I think you need to think about what you are doing here. When a TI process is processing a view it does so one-cell-at-a-time. Although memory will build up over the process if consolidated and/or rule defined cells are processed causing the values to be evaluated and cached there is no big bang initial overhead of constructing the view. However with a Rest MDX query the TM1 server doesn't distinguish between a user query versus an ETL type data feed, they will both be treated the same like a user query to construct a view to be visualized in a UI in a 2-dimensional grid.

So if you are doing an MDX query of effectively the whole cube and if the cube is "huge". Then you can reasonably expect a big hit on resources as the server has to build the view. Especially if the view contains consolidated elements and rule-derived values then this will take a lot of extra memory. The only way around this I think is to limit the size of the view to a "sensible" size either by breaking up the query or using TOP & TAIL. Exactly what a sensible maximum query size is I guess will be case dependent on available server resources.

In your query you are doing a cross-join over 7 dimensions stacked on rows, 3 of which are for all members. You are also not using non empty so you will get all combinations including null records. How big are these dimensions? (since the number of rows will be the product of the count of members from those 3 dimensions). As to why an equivalent view works in architect, hard to say but possibly there is some row cache and fetch going on, or maybe your architect view is suppressing nulls?

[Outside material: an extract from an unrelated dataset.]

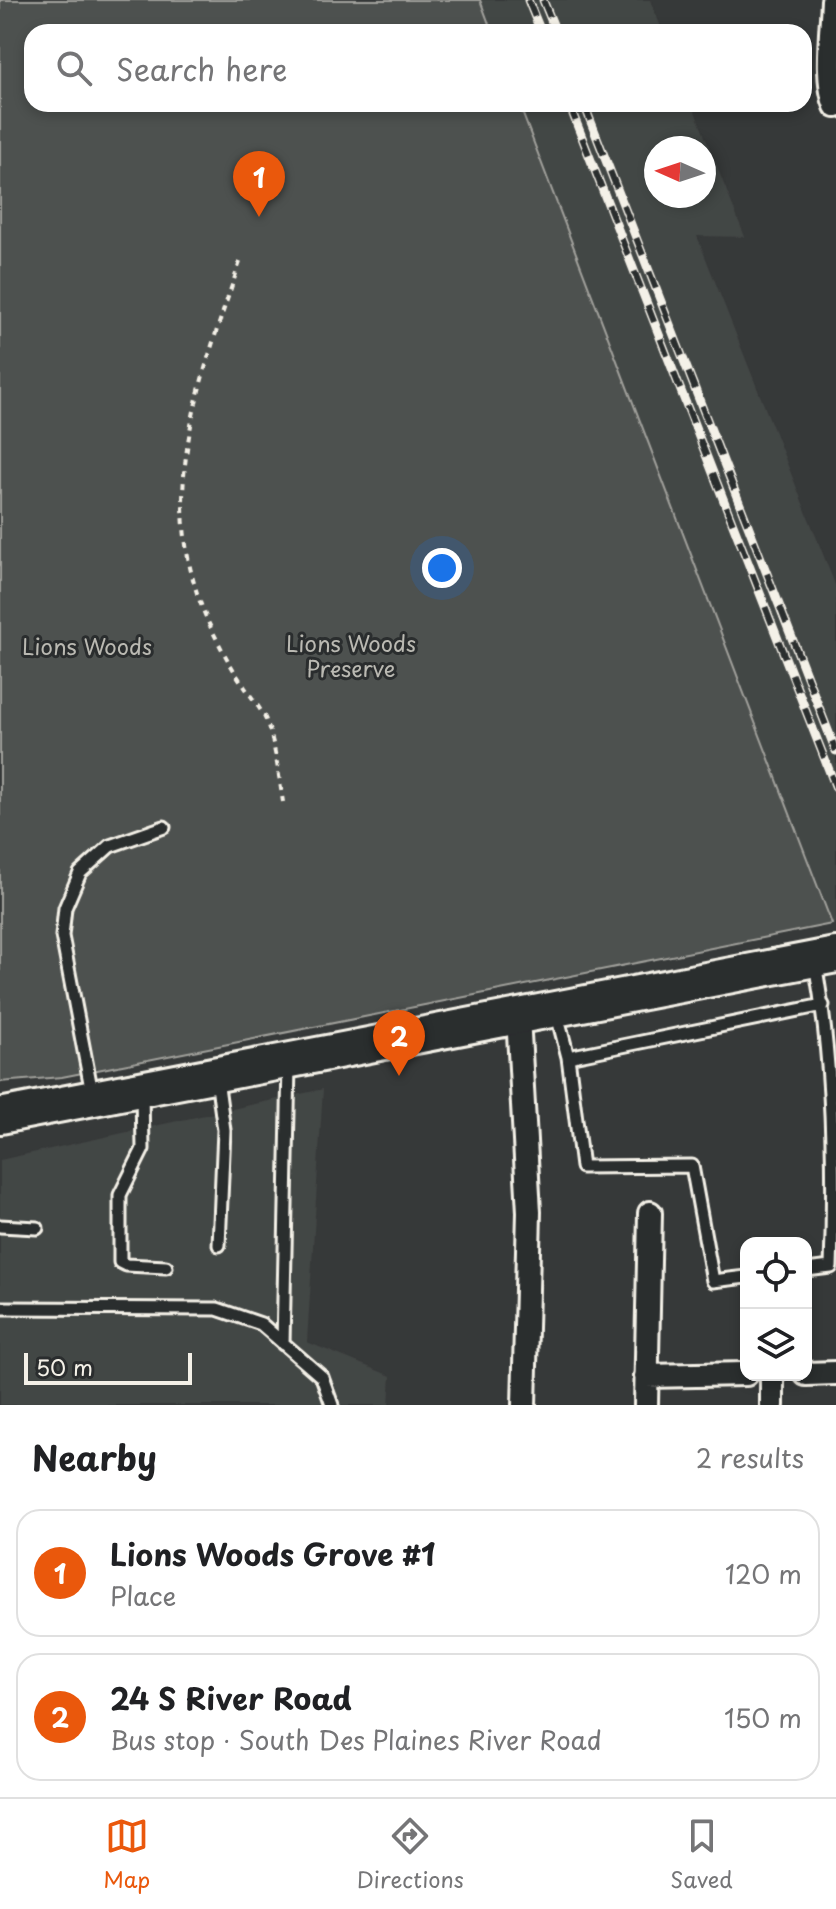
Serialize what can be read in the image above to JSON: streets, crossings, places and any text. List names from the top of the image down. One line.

user1493 commented 6 years ago

Hey Lotsaram, I have always been your fan (atleast for the past couple of months in tm1forum). I'm not an MDX guru and I didn't get what you mean by TOP & TAIL. Thanks for bringing up "NON EMPTY" I will definitely use that and share the results. In Architect I did not use "Suppress Null" but as you mentioned, Stargate views might play some roll there.

lotsaram commented 6 years ago

I was referring to Head & Tail which you can use to break up a set expression into chunks of N items. For example you could use this to break up the MDX query into chunks of N rows.

TM1 Rest API also supports Odata conventions like $top which you could also use to break up the query and fetch different records at a time. This could also be used with multi-threading to increase overall throughput (e.g. for a query with 50K rows send 5 requests simultaneously each for 10K rows).